C’est le moment, songea-t-elle en levant une main pour réclamer silence.

« Certains Skaliens ne sont pas sans savoir pratiquer ce type de magie, dit-elle finalement. Et il peut s’enseigner à ceux qui ont les talents requis. » Elle se leva, lampa ce qu’il y restait de vin puis déposa le hanap d’argent sur le sol dallé de pierre. Elle se sentit le centre de tous les regards lorsqu’elle étendit ses mains au-dessus. Tout en fredonnant tout bas, elle déversa l’énergie sans cesser de la concentrer vers le récipient.

L’afflux s’amplifia plus rapidement qu’il ne le faisait en des circonstances normales.

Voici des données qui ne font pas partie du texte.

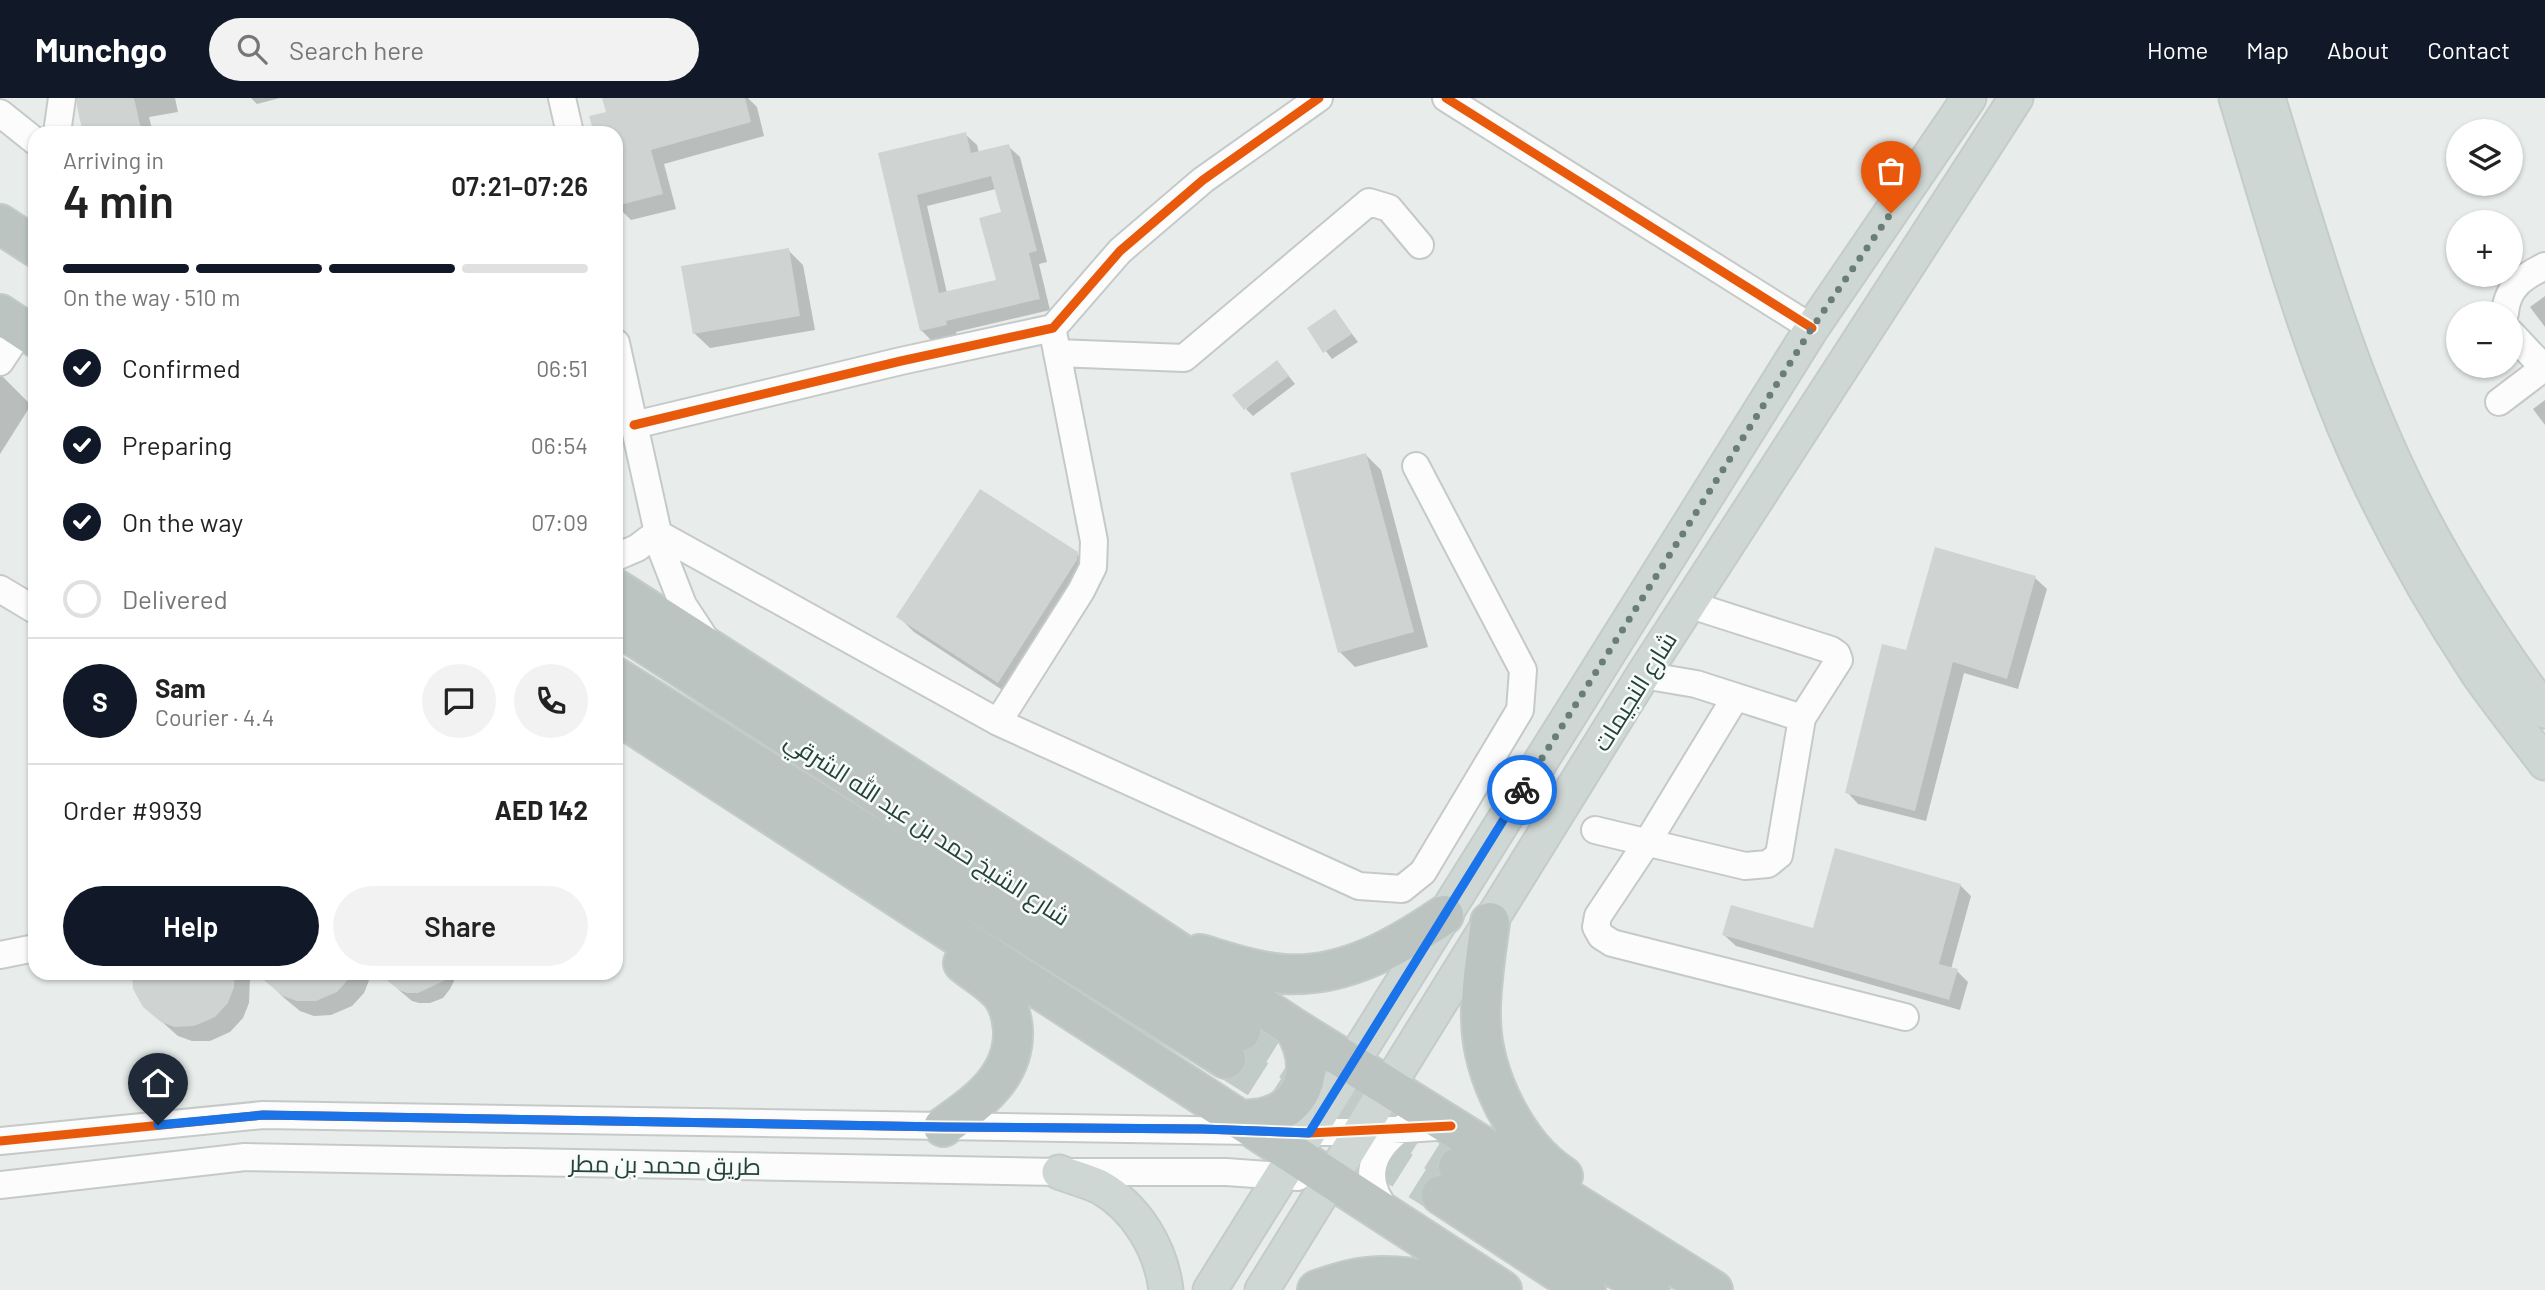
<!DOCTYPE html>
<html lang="en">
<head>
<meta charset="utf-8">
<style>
	:root { --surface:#fff; --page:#f2f2f2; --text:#222; --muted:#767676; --line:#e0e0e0; --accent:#111827 }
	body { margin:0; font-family:Barlow,Cairo,sans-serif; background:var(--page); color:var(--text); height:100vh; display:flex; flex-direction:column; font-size:26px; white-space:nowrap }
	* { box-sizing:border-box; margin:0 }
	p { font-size:23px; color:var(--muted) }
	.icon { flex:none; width:38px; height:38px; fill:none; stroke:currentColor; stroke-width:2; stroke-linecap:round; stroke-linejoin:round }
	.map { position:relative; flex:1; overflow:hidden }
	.sheet { position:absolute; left:28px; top:28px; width:595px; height:854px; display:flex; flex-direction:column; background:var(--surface); border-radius:21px; box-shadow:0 2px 5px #0004 }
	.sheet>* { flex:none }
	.tools { position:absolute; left:2446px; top:21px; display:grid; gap:14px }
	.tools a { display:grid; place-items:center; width:77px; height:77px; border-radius:50%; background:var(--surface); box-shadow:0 2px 5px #0004; font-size:35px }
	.pin { position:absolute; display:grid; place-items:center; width:60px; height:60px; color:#fff; margin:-72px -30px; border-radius:50% 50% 50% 0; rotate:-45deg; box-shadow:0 0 7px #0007 }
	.pin .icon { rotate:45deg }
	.courier { position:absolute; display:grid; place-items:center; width:70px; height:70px; margin:-35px; border:5px solid #1a73e8; border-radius:50%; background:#fff; color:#222; box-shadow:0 2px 9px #0007 }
	.overview em { font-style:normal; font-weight:600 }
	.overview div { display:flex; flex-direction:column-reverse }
	.overview { display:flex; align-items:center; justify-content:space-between; height:119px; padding:0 35px }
	h1 { font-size:46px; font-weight:600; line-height:52px }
	.bar { display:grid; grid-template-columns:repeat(4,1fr); gap:10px 7px; align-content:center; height:84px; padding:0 35px }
	.bar i { height:9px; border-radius:5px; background:var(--line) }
	.bar .selected { background:var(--accent) }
	.bar p { grid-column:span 4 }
	.line { display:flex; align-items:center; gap:18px; padding:0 35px; border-top:2px solid var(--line) }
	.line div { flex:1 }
	.round { display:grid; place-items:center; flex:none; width:74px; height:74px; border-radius:37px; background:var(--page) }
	ol { padding:0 35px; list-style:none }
	li { display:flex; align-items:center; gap:21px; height:77px }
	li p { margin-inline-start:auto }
	li .icon { padding:7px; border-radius:50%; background:var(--accent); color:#fff; stroke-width:4 }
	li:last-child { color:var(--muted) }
	li i { width:38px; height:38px; border:4px solid var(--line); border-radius:50% }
	.button { display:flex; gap:14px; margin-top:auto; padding:14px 35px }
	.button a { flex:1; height:80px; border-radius:42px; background:var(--accent); color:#fff; font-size:28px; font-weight:600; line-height:80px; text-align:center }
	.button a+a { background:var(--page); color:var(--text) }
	header { display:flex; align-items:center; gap:42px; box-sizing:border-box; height:98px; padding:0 35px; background:var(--accent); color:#fff }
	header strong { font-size:33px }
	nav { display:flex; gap:38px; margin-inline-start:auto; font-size:24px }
	.search { width:490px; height:63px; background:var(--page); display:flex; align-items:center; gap:18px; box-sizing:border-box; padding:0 24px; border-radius:38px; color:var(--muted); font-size:26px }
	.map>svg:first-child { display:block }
</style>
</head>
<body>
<header>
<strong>Munchgo</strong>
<div class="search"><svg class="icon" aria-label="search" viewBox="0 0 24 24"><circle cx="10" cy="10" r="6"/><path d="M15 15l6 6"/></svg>Search here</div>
<nav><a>Home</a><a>Map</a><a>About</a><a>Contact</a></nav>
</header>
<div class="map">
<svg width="2545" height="1192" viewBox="0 0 2545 1192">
	<rect width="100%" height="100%" fill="#e8edeb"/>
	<path fill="#0003" fill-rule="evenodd" d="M 78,0 L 175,0 L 178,14 L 149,19 L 153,35 L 85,35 Z
		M 251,0 L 280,0 L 257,6 Z
		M 604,0 L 748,0 L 757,9 L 764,38 L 664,66 L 676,111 L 631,122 L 616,107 L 616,35 L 596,35 L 608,15 Z
		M 965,36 L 977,47 L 979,55 L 1008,48 L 1020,59 L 1047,164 L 1039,166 L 1050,212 L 956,234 L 957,238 L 933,244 L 921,232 L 880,56 ZM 996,91 L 1003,116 L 998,184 L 947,195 L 927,108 Z
		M 788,152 L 803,167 L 815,232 L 710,250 L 694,235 Z
		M 2545,198 L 2545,229 L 2530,209 Z
		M 1335,213 L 1358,244 L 1332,261 L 1309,231 Z
		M 1284,272 L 1295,286 L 1253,318 L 1246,311 Z
		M 0,276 L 31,307 L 0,356 Z
		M 2545,302 L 2545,327 L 2533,311 Z
		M 1366,357 L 1381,372 L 1428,549 L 1355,569 L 1340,554 Z
		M 1077,456 L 1092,471 L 1013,599 L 914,534 L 899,519 Z
		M 2035,480 L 2047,491 L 2018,591 L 1964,575 L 1926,723 L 1858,706 L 1847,694 L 1907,555 Z
		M 1960,787 L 1971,798 L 1951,871 L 1957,873 L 1968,884 L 1960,912 L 1736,848 L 1724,837 L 1814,832 Z
		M 134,875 L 247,875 L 250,880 L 249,905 L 243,920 L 230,934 L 210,943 L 192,943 L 178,938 L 144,908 Z
		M 263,875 L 372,875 L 364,895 L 352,908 L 331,917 L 314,918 L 300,913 L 283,899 L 267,883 Z
		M 385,875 L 453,875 L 454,883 L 450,891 L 443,900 L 430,905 L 419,905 L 412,903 L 400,893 Z"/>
	<path fill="#cfd4d2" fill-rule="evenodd" d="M 77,0 L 134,0 L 142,35 L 83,35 L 77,9 Z
		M 602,0 L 745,0 L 751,24 L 651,52 L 663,96 L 616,108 L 616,35 L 594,35 L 589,18 L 606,14 Z
		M 966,34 L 971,55 L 1009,46 L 1037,153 L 1029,155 L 1040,201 L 946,223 L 947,227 L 920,233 L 878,55 ZM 991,78 L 1001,114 L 979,120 L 996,182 L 939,195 L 917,97 Z
		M 789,150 L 800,218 L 693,236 L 681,168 Z
		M 1335,211 L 1352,236 L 1323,255 L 1307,230 Z
		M 1277,262 L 1289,278 L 1244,312 L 1232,297 Z
		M 1366,355 L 1414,534 L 1338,555 L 1290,375 Z
		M 980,391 L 1078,454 L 1077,462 L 998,585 L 896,519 Z
		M 1935,449 L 2036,478 L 2007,581 L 1953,564 L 1915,713 L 1845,695 L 1882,546 L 1906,552 Z
		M 1835,750 L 1961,786 L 1939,866 L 1958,871 L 1949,902 L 1722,837 L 1731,807 L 1813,830 Z
		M 132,875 L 235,875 L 234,889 L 228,905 L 215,919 L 194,928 L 175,929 L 161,924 L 143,909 L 133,891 Z
		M 255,875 L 354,875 L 337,894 L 316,903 L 297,903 L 283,898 Z
		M 378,875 L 461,875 L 418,895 L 407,895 L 399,892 Z"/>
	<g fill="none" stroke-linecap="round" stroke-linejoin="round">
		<path stroke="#c1cbc8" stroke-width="38" stroke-dasharray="38 19" stroke-linecap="butt" d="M 1241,933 L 1458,1069
			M 1226,961 L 1441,1097"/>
		<defs>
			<path id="minor" d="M 562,0 L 570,35
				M 1446,0 L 1812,230
				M 0,15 L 35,43
				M 57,35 L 62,0
				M 2505,215 C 2507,189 2523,179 2545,168
				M 2511,235 L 2544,270
				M 616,245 L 662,453 L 683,507 L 706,542
				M 1057,255 L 1184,260 L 1369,104 L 1389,110 L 1420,147
				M 0,264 L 22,231
				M 2499,304 L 2545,269
				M 634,327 L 901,263 L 1053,230 L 1120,153 L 1203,82 L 1319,0
				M 657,435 L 998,624 L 1359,788 L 1402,791 L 1423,774 L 1520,612 L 1523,572 L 1416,368
				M 616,459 L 637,450 L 657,435
				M 0,491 L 35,512
				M 1643,577 L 1696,586 L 1802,620
				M 1735,600 L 1648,743 L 1598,818 L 1596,829 L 1601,838 L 1612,845 L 1905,919
				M 998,624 L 1081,493 L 1093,469 L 1094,443 L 1054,239
				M 1595,732 L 1745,768 L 1768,766 L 1779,757 L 1802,620 L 1839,562 L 1837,556 L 1831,552 L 1688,506
				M 0,857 L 35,850
				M 1292,1034 L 1360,1034 L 1451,1028
				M 0,1043 L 263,1017 L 1253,1033
				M 0,1087 L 245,1059 L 1059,1074 L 1226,1074 L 1298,1079
				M 1388,1114 C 1361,1083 1370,1053 1402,1030"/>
			<path id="major" d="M 2236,0 C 2275,129 2310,260 2368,382 C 2400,449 2437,514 2478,576 C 2499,606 2523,636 2545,665
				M 2268,0 C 2304,116 2337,234 2386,345 C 2428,441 2483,529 2545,613
				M 1059,1074 C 1072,1079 1087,1083 1100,1089 C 1137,1110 1161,1151 1166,1192
				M 1210,1192 L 1812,230 L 1969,0
				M 1262,1192 L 1643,577 L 2016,0"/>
			<path id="highway" d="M 0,126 L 35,149
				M 0,216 L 35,239
				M 616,491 L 1074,785 L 1294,930 L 1713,1192
				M 616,527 L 1241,933
				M 616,579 L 1226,961
				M 616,616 L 1502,1192
				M 1490,824 C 1486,856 1480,889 1481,921 C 1482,977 1516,1047 1563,1078
				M 1200,856 C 1227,864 1256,874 1284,876 C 1344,880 1397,849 1444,817
				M 1238,1021 C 1295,1026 1324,979 1294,930
				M 943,1029 C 977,1005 1015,979 1013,932 C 1012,920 1009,906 1001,896 C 991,884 975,875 963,865
				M 1458,1069 L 1650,1192
				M 1441,1097 L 1586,1192
				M 1317,1192 C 1331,1187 1345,1182 1359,1180 C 1394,1173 1443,1185 1477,1192"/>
		</defs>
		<use href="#minor" stroke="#c5cac8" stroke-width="30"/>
		<use href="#major" stroke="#c3ccc9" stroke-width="37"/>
		<use href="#highway" stroke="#c3ccc9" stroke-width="42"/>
		<use href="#minor" stroke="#fcfcfc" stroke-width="26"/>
		<use href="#major" stroke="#cfd7d5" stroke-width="33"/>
		<use href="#highway" stroke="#bcc4c2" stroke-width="38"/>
		<defs>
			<path id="cycleway" d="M 1446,0 L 1812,230
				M 634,327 L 901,263 L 1053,230 L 1120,153 L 1203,82 L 1319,0
				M 0,1043 L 263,1017 L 943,1029 L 1202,1031 L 1309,1035 L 1451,1028"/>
		</defs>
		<use href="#cycleway" stroke="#f7fbf9" stroke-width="13"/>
		<use href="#cycleway" stroke="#e8590c" stroke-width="9"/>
	</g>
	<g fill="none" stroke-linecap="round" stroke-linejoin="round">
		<path stroke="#697e78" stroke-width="7" stroke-dasharray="0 12.6" d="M 1522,692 L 1812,230 L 1891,115"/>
		<path stroke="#1a73e8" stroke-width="9" d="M 158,1027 L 263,1017 L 943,1029 L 1202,1031 L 1309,1035 L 1522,692"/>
	</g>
	<g text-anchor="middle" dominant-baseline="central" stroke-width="5" stroke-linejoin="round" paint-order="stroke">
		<g font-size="24" fill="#24423a" stroke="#f7fbf9">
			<text transform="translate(1634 593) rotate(-58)">شارع النجيمات</text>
			<text transform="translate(928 730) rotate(33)">شارع الشيخ حمد بن عبد الله الشرقي</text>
			<text transform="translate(665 1066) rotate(1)">طريق محمد بن مطر</text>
		</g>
	</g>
</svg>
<div class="tools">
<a><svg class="icon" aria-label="layers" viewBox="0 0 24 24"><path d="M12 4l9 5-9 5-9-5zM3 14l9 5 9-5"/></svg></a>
<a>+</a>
<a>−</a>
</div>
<div class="pin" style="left:1891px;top:115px;background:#ea580c"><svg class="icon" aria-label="bag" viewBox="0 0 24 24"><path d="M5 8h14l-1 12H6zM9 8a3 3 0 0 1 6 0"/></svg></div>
<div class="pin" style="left:158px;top:1027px;background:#1f2937"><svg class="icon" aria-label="home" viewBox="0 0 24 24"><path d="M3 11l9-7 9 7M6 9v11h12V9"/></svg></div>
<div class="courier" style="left:1522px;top:692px"><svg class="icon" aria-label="bike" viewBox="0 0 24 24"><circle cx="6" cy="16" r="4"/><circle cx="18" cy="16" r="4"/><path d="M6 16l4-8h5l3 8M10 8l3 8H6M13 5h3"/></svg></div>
<section class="sheet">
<div class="overview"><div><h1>4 min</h1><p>Arriving in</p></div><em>07:21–07:26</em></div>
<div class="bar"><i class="selected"></i><i class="selected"></i><i class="selected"></i><i></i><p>On the way · 510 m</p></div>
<ol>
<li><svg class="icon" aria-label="check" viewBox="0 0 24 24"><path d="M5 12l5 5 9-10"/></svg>Confirmed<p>06:51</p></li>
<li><svg class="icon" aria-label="check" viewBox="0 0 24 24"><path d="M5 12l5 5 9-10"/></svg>Preparing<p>06:54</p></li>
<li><svg class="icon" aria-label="check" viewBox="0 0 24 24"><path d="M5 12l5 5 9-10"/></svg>On the way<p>07:09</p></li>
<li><i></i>Delivered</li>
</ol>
<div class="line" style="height:126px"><b class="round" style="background:var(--accent);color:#fff">S</b><div><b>Sam</b><p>Courier · 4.4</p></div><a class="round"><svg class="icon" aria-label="chat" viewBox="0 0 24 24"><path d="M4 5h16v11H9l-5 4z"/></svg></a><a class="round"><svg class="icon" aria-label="phone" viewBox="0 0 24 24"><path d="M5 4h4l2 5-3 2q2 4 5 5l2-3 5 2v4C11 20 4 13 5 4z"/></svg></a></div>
<div class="line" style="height:91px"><div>Order #9939</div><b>AED 142</b></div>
<div class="button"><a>Help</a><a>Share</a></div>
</section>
</div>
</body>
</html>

Ce phénomène là se produisait toujours quand il y avait du monde, et cependant sans rien emprunter aux potentialités d’aucun des assistants.

Durant un instant, l’air se mit à frémir autour du hanap, lui fit comme un halo mouvant, puis le bord du métal commença à fondre et à s’affaisser sur lui-même à la façon d’une figurine de cire par une journée d’été caniculaire. Iya interrompit l’opération avant que l’objet ne se soit totalement effondré puis le refroidit en soufflant dessus. Après l’avoir décollé des dalles, elle le tendit à Dylias.

« Cela peut s’enseigner », répéta-t-elle, tout en étudiant l’expression des physionomies de chacun de ses compagnons au fur et à mesure qu’ils se passaient de main en main le magma de métal informe.

Lorsqu’elle quitta Le Trou de Ver, cette nuit-là, tous les magiciens présents dans la salle - y compris même la fière Saruel - avaient accepté d’empocher l’un de ses petits cailloux.